Jack had no doubt this SUV would be full of 14K reinforcements. He made it to the shotgun lying by the dead Triad, picked it up off the ground, and then stepped into the center of the alleyway. He raised the weapon and fired a single shell into the street just in front of the approaching vehicle. Buckshot ricocheted off the asphalt and shredded both of the front tires, sending the SUV veering off to the left and crashing through the glass windows of an all-night market.
Jack heard a noise close on his right, turned, and saw Adam Yao running toward him. He continued on past Jack to the back door of Club Stylish. As he ran he said, “There will be more where they came from. We have to go through the club to get out of here. Throw down the gun and follow me. Keep that mask on!”
Jack did as he was told and followed Adam.
Yao opened the door and immediately saw blood streaked down the stairs. In Mandarin he shouted, “Is everybody okay?”
He made it just a few steps down before being confronted by a man pointing a pistol in his face. Instantly the gunman realized he was looking at two unarmed men in civilian dress, not geared-up shooters. “Where did they go?” he demanded.
Adam replied, “West. I think they are going to the Cross-Harbour Tunnel!”
The Triad lowered the weapon and ran past them up the stairs.
Down in the strip club, Adam and Jack were met by a scene of carnage. A total of sixteen bodies lay on the floor. Some moved in the throes of agony, and others lay still.
Seven 14K Triads lay dead or dying, with three more less gravely wounded. Six club patrons were dead or injured as well.
Adam and Jack found Chavez, who himself was heading toward the stairs up the hallway. When he saw them he held up a small handheld computer. Jack recognized it as belonging to Zha Shu Hai. Ding had picked it up off the ground where FastByte had been bound by the SEALs.
Ding slid it into the inside pocket of his sport coat.
Adam said, “We need to keep moving. Go out the front like everyone else.”
The CIA officer led the way, and Ding and Jack followed him.
Ryan could not believe the inside of the nightclub. Every table and every chair was flipped on its side or upside down, broken glass was everywhere, and blood seeping out of bodies or smeared on the tile floor shimmered in the spinning light from the disco ball that, somehow, managed to stay intact and operational.
The shrill wail of sirens got louder and louder out on Jaffe Road.

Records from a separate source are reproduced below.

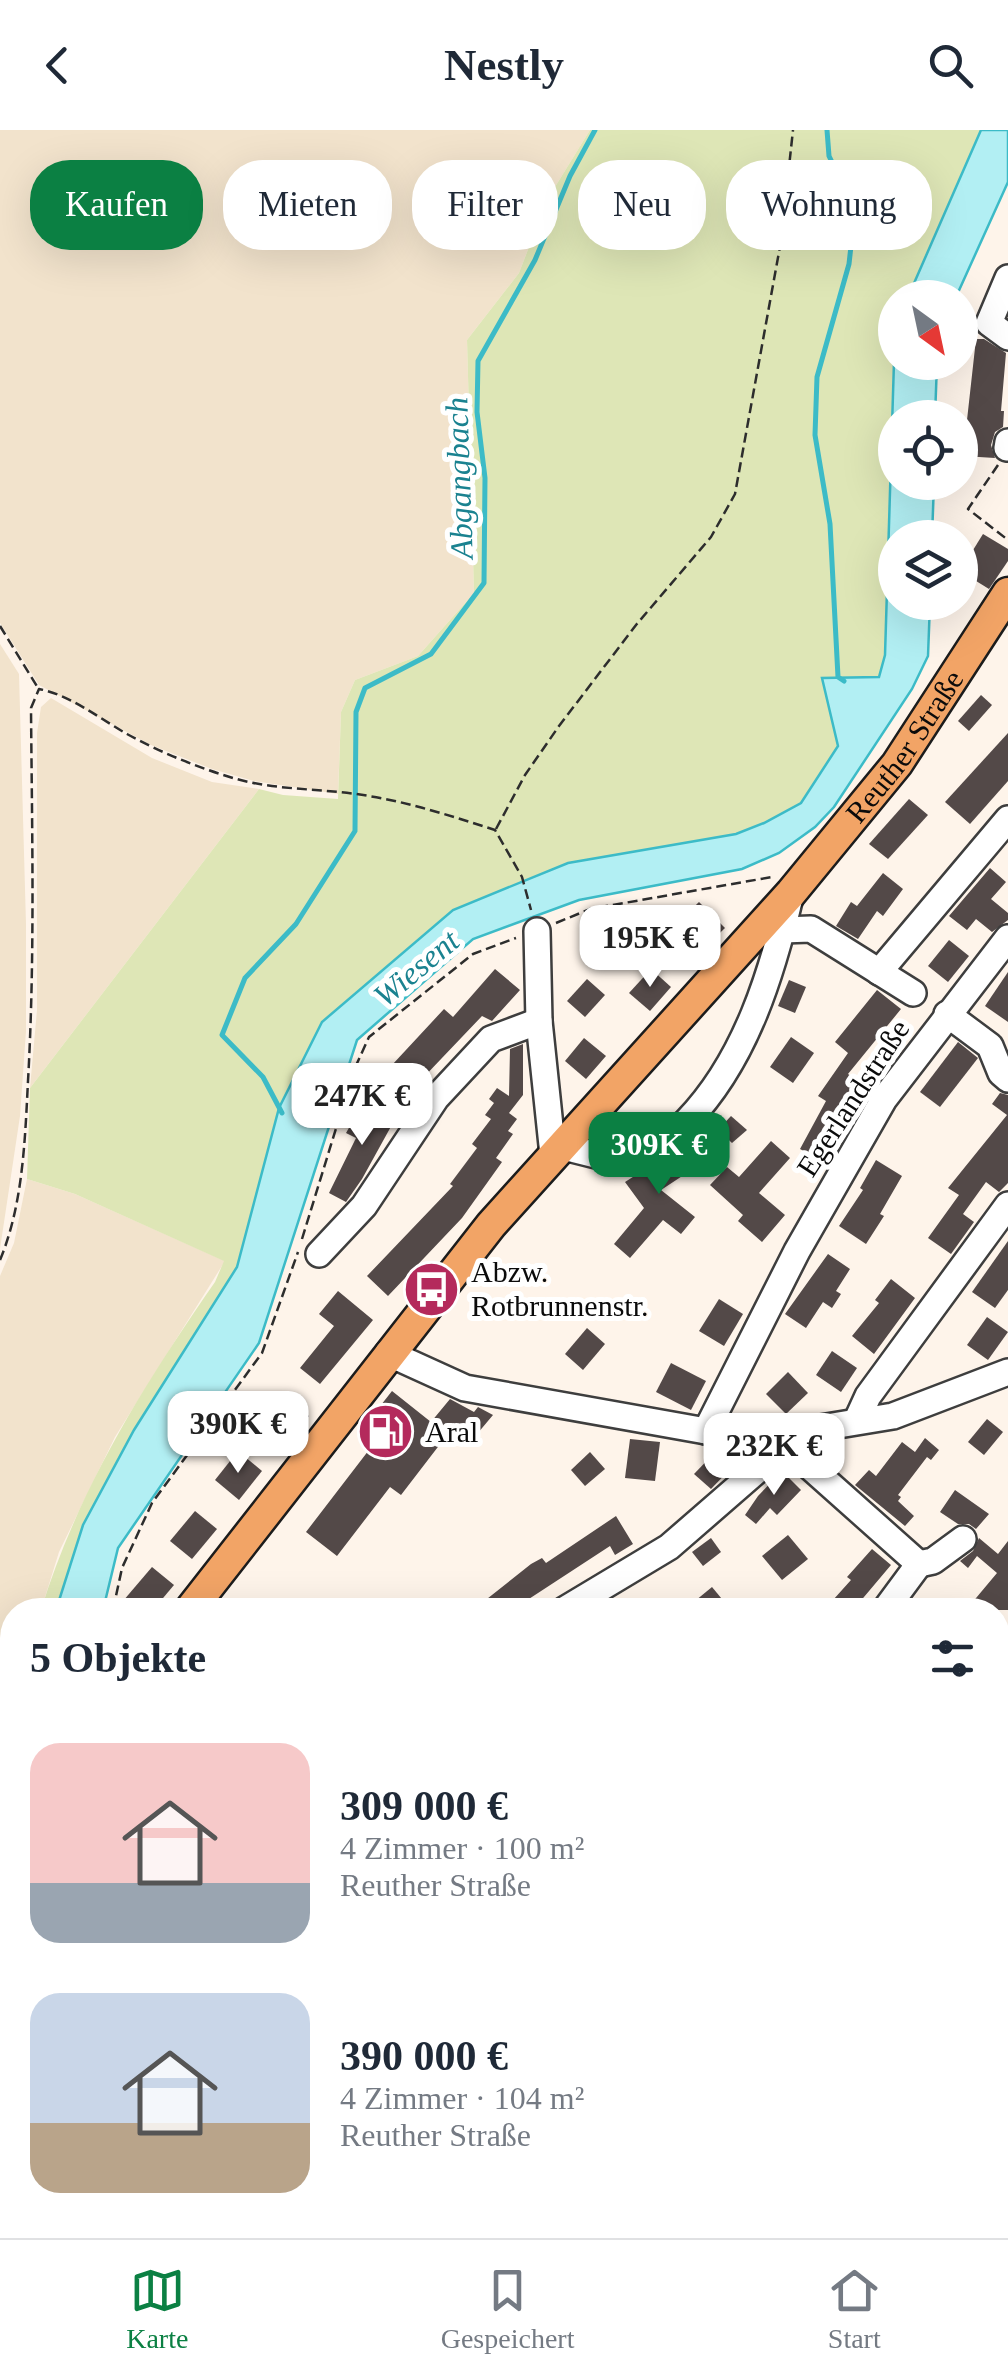 <!DOCTYPE html>
<html lang="de">
<head>
<meta charset="utf-8">
<style>
	body { margin:0; font-family:Georgia,serif; background:#f2f2f3; color:#1f2937; height:100vh; display:flex; flex-direction:column; font-size:38px; white-space:nowrap }
	* { box-sizing:border-box; margin:0 }
	p { font-size:32px; color:#747a83 }
	.icon { flex:none; width:55px; height:55px; fill:none; stroke:currentColor; stroke-width:2; stroke-linecap:round; stroke-linejoin:round }
	.map { position:relative; flex:1; overflow:hidden }
	.drawer { position:absolute; left:0px; top:1468px; width:1010px; height:642px; display:flex; flex-direction:column; background:#fff; border-radius:40px 40px 0 0; box-shadow:0 10px 40px #0002 }
	.drawer>* { flex:none }
	.hud { position:absolute; left:30px; top:30px; width:950px; height:90px; display:flex; gap:20px }
	.needle { width:65px; rotate:147deg }
	.tools { position:absolute; left:878px; top:150px; display:grid; gap:20px }
	.tools a { display:grid; place-items:center; width:100px; height:100px; border-radius:50%; background:#fff; box-shadow:0 10px 40px #0002; font-size:50px }
	.price { position:absolute; translate:-50% -85px; padding:0 22px; border-radius:20px; background:#fff; color:#222; font-size:32px; line-height:65px; filter:drop-shadow(0 2px 5px #0008) }
	.price::after { content:''; position:absolute; left:50%; top:60px; width:30px; height:22px; margin-left:-15px; background:inherit; clip-path:polygon(0 0,100% 0,50% 100%) }
	.price.current { background:#0b8043; color:#fff }
	ul { padding:0; list-style:none }
	li { display:flex; align-items:center; gap:30px; height:250px; padding:0 30px }
	li span { display:grid; place-items:center; flex:none; width:280px; height:200px; border-radius:30px; color:#555 }
	li>.icon { margin-inline-start:auto }
	span .icon { width:120px; height:120px; fill:#fffc; stroke-width:1 }
	li b { font-size:42px }
	h2 { display:flex; justify-content:space-between; align-items:center; height:120px; padding:0 30px; font-size:42px }
	.tag { padding:0 35px; border-radius:40px; background:#fff; box-shadow:0 10px 40px #0002; font-size:35px; line-height:90px }
	.tag.current { background:#0b8043; color:#fff }
	header { display:flex; justify-content:space-between; align-items:center; height:130px; padding:0 30px; background:#fff; font-size:45px; font-weight:700 }
	.tabs { display:flex; justify-content:space-around; align-items:center; height:140px; border-top:2px solid #e0e1e3; background:#fff; font-size:28px; color:#747a83 }
	.tabs a { display:grid; justify-items:center; gap:5px }
	.tabs .current { color:#0b8043 }
	.map>svg:first-child { display:block }
	.farmland { fill:#f2e3cc }
	.green { fill:#dee6b6 }
	.water { fill:#b2eff3; stroke:#3cbbc7; stroke-width:2.5 }
	.lines { fill:none; stroke-linecap:round; stroke-linejoin:round }
	.stream { stroke:#3cbbc7; stroke-width:5 }
	.building { fill:#534948 }
	.minor-casing { stroke:#3e3e3e; stroke-width:30 }
	.major-casing { stroke:#1c1c1c; stroke-width:35 }
	.path { stroke:#2d2d2d; stroke-width:2.5; stroke-dasharray:10 5; stroke-linecap:butt }
	.minor { stroke:#fff; stroke-width:25 }
	.major { stroke:#f2a466; stroke-width:30 }
	.labels { text-anchor:middle; stroke-width:10; stroke-linejoin:round; paint-order:stroke }
	.street-label { font-size:30px; fill:#0b0b0b; stroke:#fff }
	.poi-label { font-size:30px; fill:#0b0b0b; stroke:#fff; text-anchor:start }
	.water-label { font-size:32px; font-style:italic; fill:#1a8290; stroke:#fff }
</style>
</head>
<body>
<header><svg class="icon" aria-label="back" viewBox="0 0 24 24"><path d="M15 5l-7 7 7 7"/></svg>Nestly<svg class="icon" aria-label="search" viewBox="0 0 24 24"><circle cx="10" cy="10" r="6"/><path d="M15 15l6 6"/></svg></header>
<div class="map">
<svg width="1008" height="2108" viewBox="0 0 1008 2108">
	<rect width="100%" height="100%" fill="#fef4ea"/>
	<!-- farmland -->
	<g class="farmland">
		<polygon points="0,0 590,0 547,70 519,143 467,210 474,463 418,526 355,550 341,582 338,664 254,651 212,639 151,615 39,555 0,493"/>
		<polygon points="0,514 19,544 26,794 26,901 20,986 0,1119"/>
		<polygon points="51,568 152,628 212,652 259,659 30,958 37,880 37,603 41,577"/>
		<polygon points="27,1049 75,1064 225,1131 115,1307 59,1422 41,1480 12,1480 12,1541 0,1566 0,1146 14,1113"/>
	</g>
	<!-- green -->
	<g class="green">
		<path d="M590,0H981L908,167L895,168L885,525L879,547L822,549L838,616L801,673L764,693L736,704L568,733L453,780L279,978L237,1137L134,1300L83,1395L56,1480H41C78,1360 144,1254 215,1152L224,1131L75,1064L27,1049L30,958L259,659L283,665L338,669L341,582L355,550L418,526L474,463L467,210L519,143L547,70Z"/>
		<polygon points="1008,1723 1008,2108 566,2108 576,2098 998,2098 998,1731"/>
	</g>
	<!-- water -->
	<g class="water">
		<polygon points="981,0 1008,0 1008,52 956,167 908,167"/>
		<polygon points="895,199 895,232 937,233 935,287 895,288 895,352 934,353 932,407 895,408 895,472 930,473 928,526 912,559 834,677 815,697 779,723 742,739 579,770 473,809 357,910 259,1213 118,1418 103,1480 56,1480 83,1395 134,1300 237,1137 279,978 322,892 453,780 568,733 736,704 764,693 801,673 838,616 822,548 879,547 885,525"/>
		<polygon points="12,1563 12,1647 0,1668 0,1583"/>
	</g>
	<g class="lines">
		<!-- stream -->
		<g class="stream">
			<polyline points="827,0 829,26 855,80 849,134 817,247 815,305 830,394 838,547 844,551"/>
			<polyline points="282,983 263,947 222,905 245,848 296,794 355,701 356,582 365,558 431,524 484,453 485,348 477,282 478,231 535,130 570,46 595,0"/>
		</g>
	</g>
	<!-- building -->
	<g class="building">
		<polygon points="976,209 984,209 1006,223 1001,281 1004,281 1003,297 995,302 991,315 995,328 963,326"/>
		<polygon points="983,404 1008,419 1008,431 989,459 960,441"/>
		<polygon points="981,565 992,575 969,601 958,591"/>
		<polygon points="1008,603 1008,651 970,694 945,672"/>
		<polygon points="909,669 928,685 888,729 869,714"/>
		<polygon points="990,738 1006,752 991,769 1008,783 1008,790 992,802 976,789 967,800 949,786"/>
		<polygon points="883,743 903,759 883,786 877,781 858,809 836,796 851,772 857,776"/>
		<polygon points="699,772 725,798 694,828 668,802"/>
		<polygon points="610,795 631,813 611,837 589,819"/>
		<polygon points="949,810 969,826 948,852 928,836"/>
		<polygon points="495,839 520,860 492,891 482,886 401,971 379,949 444,879 453,887"/>
		<polygon points="651,839 671,857 650,881 629,863"/>
		<polygon points="1008,842 1008,892 985,876"/>
		<polygon points="587,849 605,865 585,887 567,871"/>
		<polygon points="789,850 806,857 795,883 778,876"/>
		<polygon points="877,860 901,879 848,944 862,954 831,998 840,1002 824,1032 800,1019 826,971 818,966 848,923 835,912"/>
		<polygon points="791,907 814,923 793,953 770,937"/>
		<polygon points="584,908 606,926 586,949 565,931"/>
		<polygon points="958,912 978,928 940,977 920,962"/>
		<polygon points="523,914 523,965 509,983 517,989 508,1001 513,1004 496,1028 502,1032 462,1088 388,1166 367,1146 453,1056 450,1054 477,1018 472,1014 491,989 485,985 494,973 489,969 497,958 509,966 510,919"/>
		<polygon points="1000,963 1008,965 1008,1053 999,1062 986,1052 963,1084 974,1092 951,1124 928,1108 959,1065 948,1058 1007,985 992,974"/>
		<polygon points="365,970 401,990 394,991 362,1049 346,1072 329,1063 356,1008 346,1003"/>
		<polygon points="731,986 747,1000 732,1013 718,1000"/>
		<polygon points="691,1010 705,1031 661,1060 695,1087 681,1104 663,1090 630,1128 614,1114 644,1078 625,1052"/>
		<polygon points="771,1011 790,1028 759,1063 785,1085 762,1112 738,1091 743,1085 710,1055 727,1037 739,1047"/>
		<polygon points="876,1030 902,1046 880,1084 884,1086 866,1114 839,1096 863,1060 860,1058"/>
		<polygon points="1008,1111 1008,1160 995,1178 972,1162"/>
		<polygon points="828,1124 850,1139 836,1161 841,1164 832,1178 823,1172 806,1198 785,1184"/>
		<polygon points="891,1149 915,1168 874,1224 852,1206 879,1173 875,1170"/>
		<polygon points="338,1161 373,1190 320,1254 300,1238 334,1196 319,1184"/>
		<polygon points="719,1169 743,1184 724,1216 699,1201"/>
		<polygon points="987,1187 1008,1202 988,1230 967,1215"/>
		<polygon points="587,1198 605,1214 583,1240 565,1224"/>
		<polygon points="832,1221 857,1238 841,1262 816,1245"/>
		<polygon points="671,1233 706,1251 691,1280 656,1262"/>
		<polygon points="788,1242 808,1263 786,1284 766,1264"/>
		<polygon points="392,1261 431,1292 450,1269 474,1282 478,1277 493,1285 472,1310 454,1296 401,1365 390,1357 337,1426 306,1402 372,1316 363,1309 370,1289"/>
		<polygon points="291,1272 309,1286 285,1317 267,1303"/>
		<polygon points="987,1289 1003,1302 984,1325 968,1312"/>
		<polygon points="925,1308 939,1320 931,1330 927,1327 898,1365 901,1367 898,1371 914,1386 905,1396 855,1355 869,1340 876,1346 902,1312 915,1322"/>
		<polygon points="630,1309 660,1312 655,1351 625,1348"/>
		<polygon points="719,1318 735,1334 711,1359 694,1344"/>
		<polygon points="238,1321 262,1341 239,1370 215,1350"/>
		<polygon points="590,1322 605,1339 585,1356 571,1340"/>
		<polygon points="782,1341 801,1360 777,1385 770,1378 756,1394 745,1385 758,1366"/>
		<polygon points="955,1360 989,1384 976,1399 969,1394 958,1394 940,1382"/>
		<polygon points="195,1381 217,1399 192,1429 170,1411"/>
		<polygon points="616,1386 633,1414 615,1425 610,1416 512,1480 473,1480 531,1434 542,1428 546,1433"/>
		<polygon points="788,1405 808,1429 782,1450 762,1426"/>
		<polygon points="711,1408 721,1422 703,1436 692,1422"/>
		<polygon points="979,1408 998,1424 1008,1411 1008,1480 966,1480 997,1443 977,1426 968,1438 960,1431 973,1421"/>
		<polygon points="872,1419 891,1435 853,1480 824,1480 851,1450 847,1447"/>
		<polygon points="152,1437 174,1455 153,1480 134,1480 123,1471"/>
		<polygon points="712,1457 731,1480 684,1480"/>
		<polygon points="0,2017 12,2025 12,2038 0,2059"/>
	</g>
	<g class="lines">
		<defs>
			<g id="minor">
				<polyline points="1008,148 989,193 1008,207"/>
				<polyline points="1007,318 1008,312"/>
				<polyline points="782,800 811,799 913,863"/>
				<polyline points="537,801 539,891 553,1025"/>
				<polyline points="879,842 1008,689"/>
				<polyline points="947,884 990,916 1001,943 1008,949"/>
				<path d="M560,1016L612,1029C632,1020 673,1006 687,991C746,930 772,843 791,763"/>
				<polyline points="319,1124 364,1076 436,968 491,909 539,891"/>
				<polyline points="388,1223 465,1258 706,1301 784,1304 893,1286 1008,1242"/>
				<polyline points="857,1290 868,1266 1008,1075"/>
				<polyline points="706,1301 797,1121 884,969 1008,808"/>
				<polyline points="919,1434 933,1431 963,1409"/>
				<polyline points="564,1480 669,1417 768,1331 784,1304 800,1328 919,1434 885,1480"/>
				<polyline points="998,1691 1008,1683"/>
				<polyline points="0,1951 12,1960"/>
				<polyline points="441,2098 448,2108"/>
				<polyline points="20,2099 21,2098"/>
				<polyline points="269,2108 302,2098"/>
			</g>
			<g id="major">
				<path id="s1" d="M190,1480L491,1095L791,763L897,634L1008,463"/>
				<polyline points="0,1761 12,1735"/>
			</g>
		</defs>
		<!-- minor casing -->
		<use href="#minor" class="minor-casing"/>
		<!-- major casing -->
		<use href="#major" class="major-casing"/>
		<!-- path -->
		<g class="path">
			<polyline points="998,335 968,379 1008,410"/>
			<polyline points="0,496 38,558"/>
			<polyline points="496,699 525,645 559,596 636,495 711,407 735,364 781,111 793,0"/>
			<polyline points="556,793 590,779 772,747"/>
			<polyline points="302,1109 354,940 369,907 473,824 516,808"/>
			<path d="M0,1130C23,1075 25,1010 28,951C35,826 32,702 31,578L39,559C70,565 99,588 127,604C160,622 196,637 233,648C277,661 324,658 369,666C412,673 454,687 495,700L522,747L531,780"/>
			<polyline points="113,1480 122,1438 152,1373 262,1223 298,1122"/>
			<polyline points="998,1933 1008,1924"/>
			<polyline points="998,1957 1008,1970"/>
			<polyline points="816,2108 826,2098"/>
		</g>
		<!-- minor -->
		<use href="#minor" class="minor"/>
		<!-- major -->
		<use href="#major" class="major"/>
	</g>
	<!-- icons -->
	<defs>
		<symbol id="bus-disc" viewBox="-11 -11 22 22"><circle r="9.5" fill="#b42a5c" stroke="#fff"/><path d="M-5-6H5V4H4V6H2V4H-2V6H-4V4H-5ZM-3.5-4V0h7V-4ZM-3.5 1.2v1.5H-2V1.2ZM2 1.2v1.5H3.5V1.2Z" fill="#fff"/></symbol>
		<symbol id="fuel-disc" viewBox="-11 -11 22 22"><circle r="9.5" fill="#b42a5c" stroke="#fff"/><path d="M-5.5-6h7V0h2V4h1.3V-2.5L3-4.5l.8-.8L6-3V5H2.5V1h-1V6h-7ZM-4.2-4.7v3.2H.2V-4.7Z" fill="#fff"/></symbol>
	</defs>
	<g fill-rule="evenodd">
		<use href="#bus-disc" x="400" y="1128" width="63" height="63"/>
		<use href="#fuel-disc" x="354" y="1270" width="63" height="63"/>
	</g>
	<g class="labels">
		<!-- street labels -->
		<g class="street-label">
			<text dy="10" stroke="none"><textPath href="#s1" startOffset="1122">Reuther Straße</textPath></text>
			<text transform="translate(853 968) rotate(-57)" y="10">Egerlandstraße</text>
		</g>
		<!-- poi labels -->
		<g class="poi-label">
			<text x="471" y="1152">Abzw.<tspan x="471" dy="34">Rotbrunnenstr.</tspan></text>
			<text x="425" y="1312">Aral</text>
		</g>
		<!-- water labels -->
		<g class="water-label">
			<text transform="translate(459 348) rotate(-92)" y="11">Abgangbach</text>
			<text transform="translate(416 838) rotate(-40)" y="11">Wiesent</text>
		</g>
	</g>
</svg>
<div class="tools">
<a><svg class="needle" viewBox="-14 -14 28 28"><path d="M0-13l5 13h-10z" fill="#e53935"/><path d="M0 13l5-13h-10z" fill="#747a83"/></svg></a>
<a><svg class="icon" aria-label="locate" viewBox="0 0 24 24"><circle cx="12" cy="12" r="6"/><path d="M12 2v4M12 18v4M2 12h4M18 12h4"/></svg></a>
<a><svg class="icon" aria-label="layers" viewBox="0 0 24 24"><path d="M12 4l9 5-9 5-9-5zM3 14l9 5 9-5"/></svg></a>
</div>
<b class="price" style="left:650px;top:860px">195K €</b>
<b class="price" style="left:362px;top:1018px">247K €</b>
<b class="price current" style="left:659px;top:1067px">309K €</b>
<b class="price" style="left:238px;top:1346px">390K €</b>
<b class="price" style="left:774px;top:1368px">232K €</b>
<div class="hud">
<a class="tag current">Kaufen</a>
<a class="tag">Mieten</a>
<a class="tag">Filter</a>
<a class="tag">Neu</a>
<a class="tag">Wohnung</a>
</div>
<section class="drawer">
<h2>5 Objekte<svg class="icon" aria-label="filters" viewBox="0 0 24 24"><path d="M4 7h16M4 17h16"/><circle cx="9" cy="7" r="2"/><circle cx="15" cy="17" r="2"/></svg></h2>
<ul>
<li><span style="background:linear-gradient(#f6c9c9 70%,#9aa5b1 0)"><svg class="icon" aria-label="home" viewBox="0 0 24 24"><path d="M3 11l9-7 9 7M6 9v11h12V9"/></svg></span><div><b>309 000 €</b><p>4 Zimmer · 100 m²</p><p>Reuther Straße</p></div></li>
<li><span style="background:linear-gradient(#c9d6e8 65%,#b9a48a 0)"><svg class="icon" aria-label="home" viewBox="0 0 24 24"><path d="M3 11l9-7 9 7M6 9v11h12V9"/></svg></span><div><b>390 000 €</b><p>4 Zimmer · 104 m²</p><p>Reuther Straße</p></div></li>
</ul>
</section>
</div>
<nav class="tabs">
<a class="current"><svg class="icon" aria-label="map" viewBox="0 0 24 24"><path d="M3 6l6-2 6 2 6-2v14l-6 2-6-2-6 2zM9 4v14M15 6v14"/></svg>Karte</a>
<a><svg class="icon" aria-label="saved" viewBox="0 0 24 24"><path d="M7 4h10v16l-5-4-5 4z"/></svg>Gespeichert</a>
<a><svg class="icon" aria-label="home" viewBox="0 0 24 24"><path d="M3 11l9-7 9 7M6 9v11h12V9"/></svg>Start</a>
</nav>
</body>
</html>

Yao said, “It’s going to fill up with police around here quickly. They always move in when the fighting is done over here in the Triad neighborhoods.”
As they headed up the stairs, Jack said, “Whoever those guys were, I can’t believe they pulled it off.”
Just then the sound of gunfire erupted once again. This time it came from the east.
Ding looked at Jack. Softly he said, “They haven’t pulled it off yet. Go back down and grab a gun off of one of those bodies.”
Jack nodded, turned, and rushed down the stairs.
Yao asked Chavez, “What are we going to do?”